Reproduce the full listing that appears beneath this instruction exactly.

Start of Block

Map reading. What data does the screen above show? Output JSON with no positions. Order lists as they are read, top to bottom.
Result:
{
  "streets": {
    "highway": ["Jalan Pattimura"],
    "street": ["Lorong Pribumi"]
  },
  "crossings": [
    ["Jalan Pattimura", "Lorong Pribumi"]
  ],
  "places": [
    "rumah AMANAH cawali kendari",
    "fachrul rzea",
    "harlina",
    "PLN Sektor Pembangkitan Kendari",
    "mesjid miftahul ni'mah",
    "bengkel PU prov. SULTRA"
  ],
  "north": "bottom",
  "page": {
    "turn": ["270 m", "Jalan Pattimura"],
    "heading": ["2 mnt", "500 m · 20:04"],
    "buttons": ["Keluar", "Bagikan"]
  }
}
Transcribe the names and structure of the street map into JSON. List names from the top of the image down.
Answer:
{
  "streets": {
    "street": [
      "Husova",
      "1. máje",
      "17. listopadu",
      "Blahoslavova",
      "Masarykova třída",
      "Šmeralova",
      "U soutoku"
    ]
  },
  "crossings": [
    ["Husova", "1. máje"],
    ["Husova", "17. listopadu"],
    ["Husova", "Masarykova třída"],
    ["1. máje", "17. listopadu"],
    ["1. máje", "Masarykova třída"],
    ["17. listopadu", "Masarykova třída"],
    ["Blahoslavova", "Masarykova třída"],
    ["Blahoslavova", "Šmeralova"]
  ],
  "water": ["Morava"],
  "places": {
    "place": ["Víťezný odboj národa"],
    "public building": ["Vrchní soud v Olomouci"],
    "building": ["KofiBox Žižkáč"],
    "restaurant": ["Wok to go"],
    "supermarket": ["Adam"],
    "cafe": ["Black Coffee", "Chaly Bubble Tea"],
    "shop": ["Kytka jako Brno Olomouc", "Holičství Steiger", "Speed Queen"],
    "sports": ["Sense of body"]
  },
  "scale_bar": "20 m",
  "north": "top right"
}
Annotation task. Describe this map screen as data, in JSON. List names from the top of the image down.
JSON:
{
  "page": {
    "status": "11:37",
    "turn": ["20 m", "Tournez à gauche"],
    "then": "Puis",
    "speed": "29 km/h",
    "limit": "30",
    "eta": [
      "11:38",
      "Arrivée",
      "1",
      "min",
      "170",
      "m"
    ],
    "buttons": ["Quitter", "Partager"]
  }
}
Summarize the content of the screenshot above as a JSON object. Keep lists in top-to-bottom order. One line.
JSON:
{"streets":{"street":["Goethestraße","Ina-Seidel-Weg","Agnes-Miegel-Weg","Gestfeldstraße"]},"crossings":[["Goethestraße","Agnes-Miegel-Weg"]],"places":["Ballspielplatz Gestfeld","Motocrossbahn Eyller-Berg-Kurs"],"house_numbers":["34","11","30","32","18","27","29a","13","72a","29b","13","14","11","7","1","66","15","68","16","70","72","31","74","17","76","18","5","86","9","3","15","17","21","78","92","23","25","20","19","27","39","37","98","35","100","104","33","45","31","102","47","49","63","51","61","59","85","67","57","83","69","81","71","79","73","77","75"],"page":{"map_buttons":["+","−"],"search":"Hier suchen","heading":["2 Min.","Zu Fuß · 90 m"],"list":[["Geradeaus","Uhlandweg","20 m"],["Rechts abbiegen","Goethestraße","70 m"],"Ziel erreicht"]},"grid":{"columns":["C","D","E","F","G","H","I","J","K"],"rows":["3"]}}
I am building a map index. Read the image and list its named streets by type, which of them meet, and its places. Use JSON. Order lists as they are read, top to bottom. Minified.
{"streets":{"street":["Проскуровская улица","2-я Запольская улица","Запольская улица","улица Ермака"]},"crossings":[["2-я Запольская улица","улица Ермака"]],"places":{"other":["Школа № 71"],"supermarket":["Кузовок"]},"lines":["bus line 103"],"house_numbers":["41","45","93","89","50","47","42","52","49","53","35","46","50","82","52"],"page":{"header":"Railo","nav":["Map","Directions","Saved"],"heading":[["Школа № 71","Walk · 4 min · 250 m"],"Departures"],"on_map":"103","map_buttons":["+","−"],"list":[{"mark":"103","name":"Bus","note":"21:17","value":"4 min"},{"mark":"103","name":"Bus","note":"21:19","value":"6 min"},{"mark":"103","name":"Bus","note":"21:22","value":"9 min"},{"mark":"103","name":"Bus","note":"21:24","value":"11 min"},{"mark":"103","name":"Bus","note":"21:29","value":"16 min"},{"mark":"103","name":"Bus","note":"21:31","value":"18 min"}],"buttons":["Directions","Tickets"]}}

End of Block

### Output of the exercise:
Map reading. What data does the screen above show? Output JSON with no positions. Order lists as they are read, top to bottom.
Result:
{
  "streets": {
    "highway": ["Jalan Pattimura"],
    "street": ["Lorong Pribumi"]
  },
  "crossings": [
    ["Jalan Pattimura", "Lorong Pribumi"]
  ],
  "places": [
    "rumah AMANAH cawali kendari",
    "fachrul rzea",
    "harlina",
    "PLN Sektor Pembangkitan Kendari",
    "mesjid miftahul ni'mah",
    "bengkel PU prov. SULTRA"
  ],
  "north": "bottom",
  "page": {
    "turn": ["270 m", "Jalan Pattimura"],
    "heading": ["2 mnt", "500 m · 20:04"],
    "buttons": ["Keluar", "Bagikan"]
  }
}
Transcribe the names and structure of the street map into JSON. List names from the top of the image down.
Answer:
{
  "streets": {
    "street": [
      "Husova",
      "1. máje",
      "17. listopadu",
      "Blahoslavova",
      "Masarykova třída",
      "Šmeralova",
      "U soutoku"
    ]
  },
  "crossings": [
    ["Husova", "1. máje"],
    ["Husova", "17. listopadu"],
    ["Husova", "Masarykova třída"],
    ["1. máje", "17. listopadu"],
    ["1. máje", "Masarykova třída"],
    ["17. listopadu", "Masarykova třída"],
    ["Blahoslavova", "Masarykova třída"],
    ["Blahoslavova", "Šmeralova"]
  ],
  "water": ["Morava"],
  "places": {
    "place": ["Víťezný odboj národa"],
    "public building": ["Vrchní soud v Olomouci"],
    "building": ["KofiBox Žižkáč"],
    "restaurant": ["Wok to go"],
    "supermarket": ["Adam"],
    "cafe": ["Black Coffee", "Chaly Bubble Tea"],
    "shop": ["Kytka jako Brno Olomouc", "Holičství Steiger", "Speed Queen"],
    "sports": ["Sense of body"]
  },
  "scale_bar": "20 m",
  "north": "top right"
}
Annotation task. Describe this map screen as data, in JSON. List names from the top of the image down.
JSON:
{
  "page": {
    "status": "11:37",
    "turn": ["20 m", "Tournez à gauche"],
    "then": "Puis",
    "speed": "29 km/h",
    "limit": "30",
    "eta": [
      "11:38",
      "Arrivée",
      "1",
      "min",
      "170",
      "m"
    ],
    "buttons": ["Quitter", "Partager"]
  }
}
Summarize the content of the screenshot above as a JSON object. Keep lists in top-to-bottom order. One line.
JSON:
{"streets":{"street":["Goethestraße","Ina-Seidel-Weg","Agnes-Miegel-Weg","Gestfeldstraße"]},"crossings":[["Goethestraße","Agnes-Miegel-Weg"]],"places":["Ballspielplatz Gestfeld","Motocrossbahn Eyller-Berg-Kurs"],"house_numbers":["34","11","30","32","18","27","29a","13","72a","29b","13","14","11","7","1","66","15","68","16","70","72","31","74","17","76","18","5","86","9","3","15","17","21","78","92","23","25","20","19","27","39","37","98","35","100","104","33","45","31","102","47","49","63","51","61","59","85","67","57","83","69","81","71","79","73","77","75"],"page":{"map_buttons":["+","−"],"search":"Hier suchen","heading":["2 Min.","Zu Fuß · 90 m"],"list":[["Geradeaus","Uhlandweg","20 m"],["Rechts abbiegen","Goethestraße","70 m"],"Ziel erreicht"]},"grid":{"columns":["C","D","E","F","G","H","I","J","K"],"rows":["3"]}}
I am building a map index. Read the image and list its named streets by type, which of them meet, and its places. Use JSON. Order lists as they are read, top to bottom. Minified.
{"streets":{"street":["Проскуровская улица","2-я Запольская улица","Запольская улица","улица Ермака"]},"crossings":[["2-я Запольская улица","улица Ермака"]],"places":{"other":["Школа № 71"],"supermarket":["Кузовок"]},"lines":["bus line 103"],"house_numbers":["41","45","93","89","50","47","42","52","49","53","35","46","50","82","52"],"page":{"header":"Railo","nav":["Map","Directions","Saved"],"heading":[["Школа № 71","Walk · 4 min · 250 m"],"Departures"],"on_map":"103","map_buttons":["+","−"],"list":[{"mark":"103","name":"Bus","note":"21:17","value":"4 min"},{"mark":"103","name":"Bus","note":"21:19","value":"6 min"},{"mark":"103","name":"Bus","note":"21:22","value":"9 min"},{"mark":"103","name":"Bus","note":"21:24","value":"11 min"},{"mark":"103","name":"Bus","note":"21:29","value":"16 min"},{"mark":"103","name":"Bus","note":"21:31","value":"18 min"}],"buttons":["Directions","Tickets"]}}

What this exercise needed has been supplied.